(RECORDS FOR THE EXERCISE Opens)

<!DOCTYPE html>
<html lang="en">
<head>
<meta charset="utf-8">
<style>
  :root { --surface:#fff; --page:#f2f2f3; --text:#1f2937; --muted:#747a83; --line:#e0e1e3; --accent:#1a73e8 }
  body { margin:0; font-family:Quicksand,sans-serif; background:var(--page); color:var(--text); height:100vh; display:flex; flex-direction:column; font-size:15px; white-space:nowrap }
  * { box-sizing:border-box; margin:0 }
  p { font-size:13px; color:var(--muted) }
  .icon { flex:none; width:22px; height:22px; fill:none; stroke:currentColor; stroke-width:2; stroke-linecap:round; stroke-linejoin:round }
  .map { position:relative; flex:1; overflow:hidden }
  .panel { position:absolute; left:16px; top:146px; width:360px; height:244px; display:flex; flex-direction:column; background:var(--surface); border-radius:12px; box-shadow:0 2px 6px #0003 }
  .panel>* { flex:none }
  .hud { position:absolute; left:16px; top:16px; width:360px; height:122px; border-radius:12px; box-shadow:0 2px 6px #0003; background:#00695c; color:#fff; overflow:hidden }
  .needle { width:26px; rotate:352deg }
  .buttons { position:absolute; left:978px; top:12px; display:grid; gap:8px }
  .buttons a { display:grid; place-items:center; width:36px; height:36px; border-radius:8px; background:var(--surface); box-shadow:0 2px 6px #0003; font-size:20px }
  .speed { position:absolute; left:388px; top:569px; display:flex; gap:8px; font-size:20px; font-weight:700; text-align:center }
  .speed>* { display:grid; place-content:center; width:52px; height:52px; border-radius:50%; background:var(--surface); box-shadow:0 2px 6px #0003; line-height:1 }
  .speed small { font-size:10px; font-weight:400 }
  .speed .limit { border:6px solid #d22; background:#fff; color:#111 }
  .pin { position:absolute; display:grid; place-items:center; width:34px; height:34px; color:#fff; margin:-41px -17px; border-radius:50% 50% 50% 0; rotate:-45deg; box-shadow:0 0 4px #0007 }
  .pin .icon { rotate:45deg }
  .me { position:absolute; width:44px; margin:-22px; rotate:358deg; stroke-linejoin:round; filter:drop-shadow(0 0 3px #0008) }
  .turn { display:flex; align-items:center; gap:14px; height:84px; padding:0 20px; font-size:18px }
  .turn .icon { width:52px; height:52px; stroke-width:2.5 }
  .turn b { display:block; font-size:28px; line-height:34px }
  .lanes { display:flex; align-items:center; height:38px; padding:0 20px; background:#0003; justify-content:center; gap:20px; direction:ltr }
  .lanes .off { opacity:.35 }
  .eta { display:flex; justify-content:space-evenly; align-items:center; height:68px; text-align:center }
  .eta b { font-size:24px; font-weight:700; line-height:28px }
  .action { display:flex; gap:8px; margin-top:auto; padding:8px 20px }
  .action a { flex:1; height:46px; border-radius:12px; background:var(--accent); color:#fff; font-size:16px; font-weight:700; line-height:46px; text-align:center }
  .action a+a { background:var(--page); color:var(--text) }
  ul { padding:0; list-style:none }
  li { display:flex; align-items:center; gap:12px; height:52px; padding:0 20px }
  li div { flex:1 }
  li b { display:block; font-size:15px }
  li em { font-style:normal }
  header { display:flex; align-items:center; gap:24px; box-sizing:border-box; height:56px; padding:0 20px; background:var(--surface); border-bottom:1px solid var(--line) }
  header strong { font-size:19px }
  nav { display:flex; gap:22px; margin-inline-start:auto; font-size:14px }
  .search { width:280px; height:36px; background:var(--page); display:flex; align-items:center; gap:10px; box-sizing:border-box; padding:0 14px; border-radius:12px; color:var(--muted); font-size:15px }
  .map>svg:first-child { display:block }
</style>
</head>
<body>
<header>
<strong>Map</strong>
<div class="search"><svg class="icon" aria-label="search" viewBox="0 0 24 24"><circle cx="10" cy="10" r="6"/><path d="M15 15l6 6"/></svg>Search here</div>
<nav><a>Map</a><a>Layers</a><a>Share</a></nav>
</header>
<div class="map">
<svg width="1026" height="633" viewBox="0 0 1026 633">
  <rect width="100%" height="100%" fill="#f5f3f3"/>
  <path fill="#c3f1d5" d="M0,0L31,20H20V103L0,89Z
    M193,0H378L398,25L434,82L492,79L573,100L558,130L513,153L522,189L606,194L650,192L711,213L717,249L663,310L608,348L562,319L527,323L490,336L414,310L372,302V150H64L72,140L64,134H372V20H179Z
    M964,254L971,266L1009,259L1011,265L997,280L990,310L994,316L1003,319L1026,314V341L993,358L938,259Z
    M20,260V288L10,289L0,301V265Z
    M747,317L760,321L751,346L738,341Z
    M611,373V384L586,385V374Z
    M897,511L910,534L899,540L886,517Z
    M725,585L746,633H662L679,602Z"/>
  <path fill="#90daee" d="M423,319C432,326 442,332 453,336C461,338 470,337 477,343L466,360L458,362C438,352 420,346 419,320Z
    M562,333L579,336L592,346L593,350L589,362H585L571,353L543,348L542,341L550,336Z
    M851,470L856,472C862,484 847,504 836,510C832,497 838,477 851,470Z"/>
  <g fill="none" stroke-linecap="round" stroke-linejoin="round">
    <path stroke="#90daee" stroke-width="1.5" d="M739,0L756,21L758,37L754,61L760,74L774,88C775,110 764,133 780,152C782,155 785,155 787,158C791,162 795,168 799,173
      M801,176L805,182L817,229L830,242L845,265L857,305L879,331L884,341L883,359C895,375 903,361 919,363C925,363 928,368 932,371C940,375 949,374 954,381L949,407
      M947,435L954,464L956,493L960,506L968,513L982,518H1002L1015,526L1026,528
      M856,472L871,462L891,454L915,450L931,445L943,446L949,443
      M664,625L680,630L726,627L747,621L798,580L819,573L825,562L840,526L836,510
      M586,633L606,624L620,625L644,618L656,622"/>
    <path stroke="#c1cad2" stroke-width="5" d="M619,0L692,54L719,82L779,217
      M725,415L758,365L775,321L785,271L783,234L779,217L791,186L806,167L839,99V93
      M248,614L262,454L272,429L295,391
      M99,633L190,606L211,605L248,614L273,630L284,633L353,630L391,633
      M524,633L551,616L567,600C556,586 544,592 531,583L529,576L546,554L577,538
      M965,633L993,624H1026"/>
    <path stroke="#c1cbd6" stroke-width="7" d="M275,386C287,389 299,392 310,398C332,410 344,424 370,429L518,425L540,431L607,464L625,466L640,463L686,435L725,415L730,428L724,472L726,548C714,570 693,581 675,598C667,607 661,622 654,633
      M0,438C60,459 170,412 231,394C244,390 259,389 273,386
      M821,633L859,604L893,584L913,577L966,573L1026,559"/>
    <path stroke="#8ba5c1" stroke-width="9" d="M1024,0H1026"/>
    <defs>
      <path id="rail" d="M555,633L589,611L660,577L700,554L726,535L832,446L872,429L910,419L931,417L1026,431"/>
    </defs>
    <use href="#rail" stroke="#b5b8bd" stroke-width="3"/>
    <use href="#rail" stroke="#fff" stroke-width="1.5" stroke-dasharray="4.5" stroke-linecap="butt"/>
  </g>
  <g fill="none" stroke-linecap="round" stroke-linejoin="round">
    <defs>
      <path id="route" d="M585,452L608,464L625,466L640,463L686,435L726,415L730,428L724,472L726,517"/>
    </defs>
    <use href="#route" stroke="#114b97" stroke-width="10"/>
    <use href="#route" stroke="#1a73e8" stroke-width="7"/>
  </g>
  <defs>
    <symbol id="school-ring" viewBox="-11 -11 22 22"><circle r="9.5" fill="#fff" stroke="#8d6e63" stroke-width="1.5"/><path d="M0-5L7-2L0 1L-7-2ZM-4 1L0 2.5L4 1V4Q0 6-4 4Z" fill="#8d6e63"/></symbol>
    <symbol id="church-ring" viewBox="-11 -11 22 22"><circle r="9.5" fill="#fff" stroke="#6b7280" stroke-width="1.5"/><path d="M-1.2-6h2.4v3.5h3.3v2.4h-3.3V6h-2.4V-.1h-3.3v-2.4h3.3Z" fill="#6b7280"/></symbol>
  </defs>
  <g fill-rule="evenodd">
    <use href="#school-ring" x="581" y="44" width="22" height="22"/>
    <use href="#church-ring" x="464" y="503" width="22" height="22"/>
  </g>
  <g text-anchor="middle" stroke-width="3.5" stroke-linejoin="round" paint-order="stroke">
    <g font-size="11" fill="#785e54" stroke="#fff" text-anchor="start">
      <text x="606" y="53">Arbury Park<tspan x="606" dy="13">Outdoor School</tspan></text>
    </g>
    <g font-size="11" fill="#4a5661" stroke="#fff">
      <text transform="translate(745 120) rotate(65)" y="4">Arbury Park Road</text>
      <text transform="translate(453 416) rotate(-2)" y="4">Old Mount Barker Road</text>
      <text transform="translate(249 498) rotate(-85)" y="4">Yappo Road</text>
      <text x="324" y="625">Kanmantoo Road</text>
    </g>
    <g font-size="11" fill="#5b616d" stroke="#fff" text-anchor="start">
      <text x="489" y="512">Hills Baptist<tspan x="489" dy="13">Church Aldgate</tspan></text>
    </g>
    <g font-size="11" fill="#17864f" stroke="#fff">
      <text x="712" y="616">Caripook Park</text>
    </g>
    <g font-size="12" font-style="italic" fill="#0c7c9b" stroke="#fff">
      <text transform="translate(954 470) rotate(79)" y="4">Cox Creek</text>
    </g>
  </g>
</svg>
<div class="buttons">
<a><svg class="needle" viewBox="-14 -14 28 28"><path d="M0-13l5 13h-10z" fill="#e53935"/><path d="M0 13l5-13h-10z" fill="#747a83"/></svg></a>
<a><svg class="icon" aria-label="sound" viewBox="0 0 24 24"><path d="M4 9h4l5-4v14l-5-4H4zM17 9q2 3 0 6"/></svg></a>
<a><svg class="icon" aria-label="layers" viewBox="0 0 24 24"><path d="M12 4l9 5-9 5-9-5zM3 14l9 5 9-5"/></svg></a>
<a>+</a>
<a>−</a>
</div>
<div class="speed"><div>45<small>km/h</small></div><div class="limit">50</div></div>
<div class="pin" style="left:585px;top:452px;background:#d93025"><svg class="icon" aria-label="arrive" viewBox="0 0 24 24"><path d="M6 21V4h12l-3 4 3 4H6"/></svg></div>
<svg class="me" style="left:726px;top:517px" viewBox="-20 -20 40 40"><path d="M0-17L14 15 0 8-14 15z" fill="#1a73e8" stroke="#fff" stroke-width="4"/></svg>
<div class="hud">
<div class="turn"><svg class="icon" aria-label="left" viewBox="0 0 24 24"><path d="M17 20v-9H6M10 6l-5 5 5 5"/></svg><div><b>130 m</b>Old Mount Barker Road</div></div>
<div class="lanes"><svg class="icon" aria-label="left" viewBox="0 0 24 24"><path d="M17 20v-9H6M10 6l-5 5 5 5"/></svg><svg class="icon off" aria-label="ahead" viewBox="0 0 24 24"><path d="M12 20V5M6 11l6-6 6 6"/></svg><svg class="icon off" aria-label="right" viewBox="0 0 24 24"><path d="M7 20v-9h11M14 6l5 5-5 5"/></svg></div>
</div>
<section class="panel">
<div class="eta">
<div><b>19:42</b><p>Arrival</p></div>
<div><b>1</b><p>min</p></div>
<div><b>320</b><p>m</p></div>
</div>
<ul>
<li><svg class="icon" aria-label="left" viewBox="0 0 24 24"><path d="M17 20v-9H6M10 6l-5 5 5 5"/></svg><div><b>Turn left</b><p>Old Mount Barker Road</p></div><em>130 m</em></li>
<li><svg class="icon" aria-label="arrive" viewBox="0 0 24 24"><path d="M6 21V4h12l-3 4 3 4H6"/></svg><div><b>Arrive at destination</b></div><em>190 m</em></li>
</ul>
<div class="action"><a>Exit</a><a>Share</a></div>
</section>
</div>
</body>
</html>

(RECORDS FOR THE EXERCISE Closes)

> WHAT YOU ARE ASKED TO DO
Restate, word for word, the listing above from its first line through the line that contains "position:absolute; left:388px; top:569px;", keeping both of those lines.

> REPLY
<!DOCTYPE html>
<html lang="en">
<head>
<meta charset="utf-8">
<style>
  :root { --surface:#fff; --page:#f2f2f3; --text:#1f2937; --muted:#747a83; --line:#e0e1e3; --accent:#1a73e8 }
  body { margin:0; font-family:Quicksand,sans-serif; background:var(--page); color:var(--text); height:100vh; display:flex; flex-direction:column; font-size:15px; white-space:nowrap }
  * { box-sizing:border-box; margin:0 }
  p { font-size:13px; color:var(--muted) }
  .icon { flex:none; width:22px; height:22px; fill:none; stroke:currentColor; stroke-width:2; stroke-linecap:round; stroke-linejoin:round }
  .map { position:relative; flex:1; overflow:hidden }
  .panel { position:absolute; left:16px; top:146px; width:360px; height:244px; display:flex; flex-direction:column; background:var(--surface); border-radius:12px; box-shadow:0 2px 6px #0003 }
  .panel>* { flex:none }
  .hud { position:absolute; left:16px; top:16px; width:360px; height:122px; border-radius:12px; box-shadow:0 2px 6px #0003; background:#00695c; color:#fff; overflow:hidden }
  .needle { width:26px; rotate:352deg }
  .buttons { position:absolute; left:978px; top:12px; display:grid; gap:8px }
  .buttons a { display:grid; place-items:center; width:36px; height:36px; border-radius:8px; background:var(--surface); box-shadow:0 2px 6px #0003; font-size:20px }
  .speed { position:absolute; left:388px; top:569px; display:flex; gap:8px; font-size:20px; font-weight:700; text-align:center }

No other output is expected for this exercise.